▶ **About this task**
Print the listing exactly as it stands, and skip any pictures in it.

───── Data for review ─────

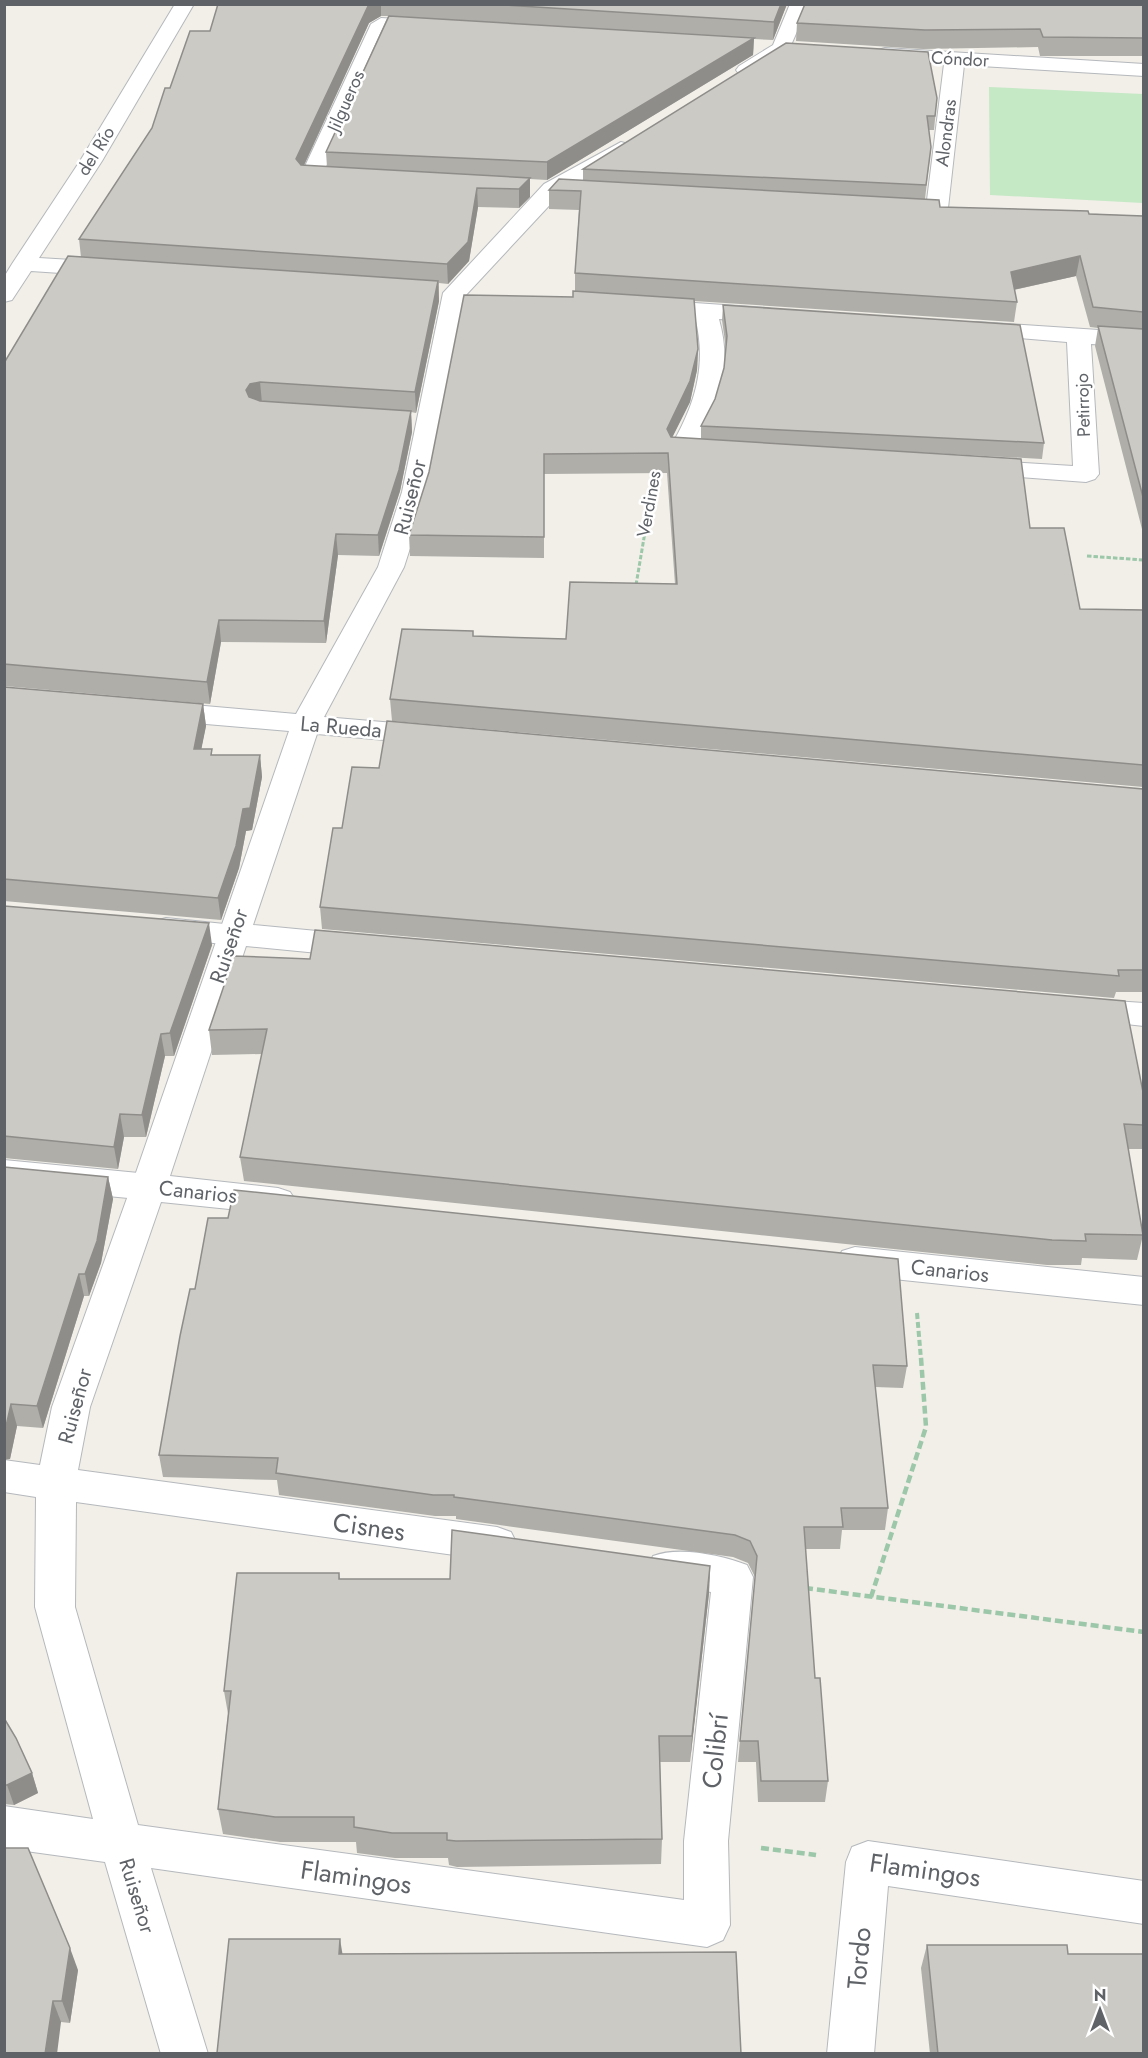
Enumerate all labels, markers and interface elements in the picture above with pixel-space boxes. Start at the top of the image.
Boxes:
street label: Cóndor [930,45,990,74]
street label: Jilgueros [320,66,371,138]
street label: Alondras [929,98,963,168]
street label: del Río [71,121,121,181]
street label: Petirrojo [1069,372,1097,437]
street label: Ruiseñor [386,455,434,538]
street label: Verdines [630,469,668,539]
street label: La Rueda [299,709,383,745]
street label: Ruiseñor [202,904,256,987]
street label: Canarios [158,1173,238,1211]
street label: Canarios [910,1252,990,1290]
street label: Ruiseñor [51,1364,100,1447]
street label: Cisnes [330,1503,408,1551]
street label: Colibrí [692,1710,738,1790]
street label: Flamingos [867,1843,983,1897]
street label: Flamingos [298,1850,414,1904]
street label: Ruiseñor [111,1855,163,1938]
street label: Tordo [837,1926,881,1990]
north arrow [1070,1980,1130,2040]
text: N [1094,1984,1106,2007]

─────

▶ **Solution**
Enumerate all labels, markers and interface elements in the picture above with pixel-space boxes. Start at the top of the image.
Boxes:
street label: Cóndor [930,45,990,74]
street label: Jilgueros [320,66,371,138]
street label: Alondras [929,98,963,168]
street label: del Río [71,121,121,181]
street label: Petirrojo [1069,372,1097,437]
street label: Ruiseñor [386,455,434,538]
street label: Verdines [630,469,668,539]
street label: La Rueda [299,709,383,745]
street label: Ruiseñor [202,904,256,987]
street label: Canarios [158,1173,238,1211]
street label: Canarios [910,1252,990,1290]
street label: Ruiseñor [51,1364,100,1447]
street label: Cisnes [330,1503,408,1551]
street label: Colibrí [692,1710,738,1790]
street label: Flamingos [867,1843,983,1897]
street label: Flamingos [298,1850,414,1904]
street label: Ruiseñor [111,1855,163,1938]
street label: Tordo [837,1926,881,1990]
north arrow [1070,1980,1130,2040]
text: N [1094,1984,1106,2007]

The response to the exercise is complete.